--- Task ---
All of the data below is to be output exactly as written.

+--

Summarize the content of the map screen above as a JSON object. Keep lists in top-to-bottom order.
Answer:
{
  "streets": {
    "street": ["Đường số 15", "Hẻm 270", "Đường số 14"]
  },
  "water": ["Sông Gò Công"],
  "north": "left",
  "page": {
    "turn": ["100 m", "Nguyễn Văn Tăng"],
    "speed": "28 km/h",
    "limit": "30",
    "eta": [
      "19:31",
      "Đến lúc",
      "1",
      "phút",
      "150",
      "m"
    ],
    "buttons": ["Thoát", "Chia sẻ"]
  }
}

+--

--- Solution to the problem ---
Summarize the content of the map screen above as a JSON object. Keep lists in top-to-bottom order.
Answer:
{
  "streets": {
    "street": ["Đường số 15", "Hẻm 270", "Đường số 14"]
  },
  "water": ["Sông Gò Công"],
  "north": "left",
  "page": {
    "turn": ["100 m", "Nguyễn Văn Tăng"],
    "speed": "28 km/h",
    "limit": "30",
    "eta": [
      "19:31",
      "Đến lúc",
      "1",
      "phút",
      "150",
      "m"
    ],
    "buttons": ["Thoát", "Chia sẻ"]
  }
}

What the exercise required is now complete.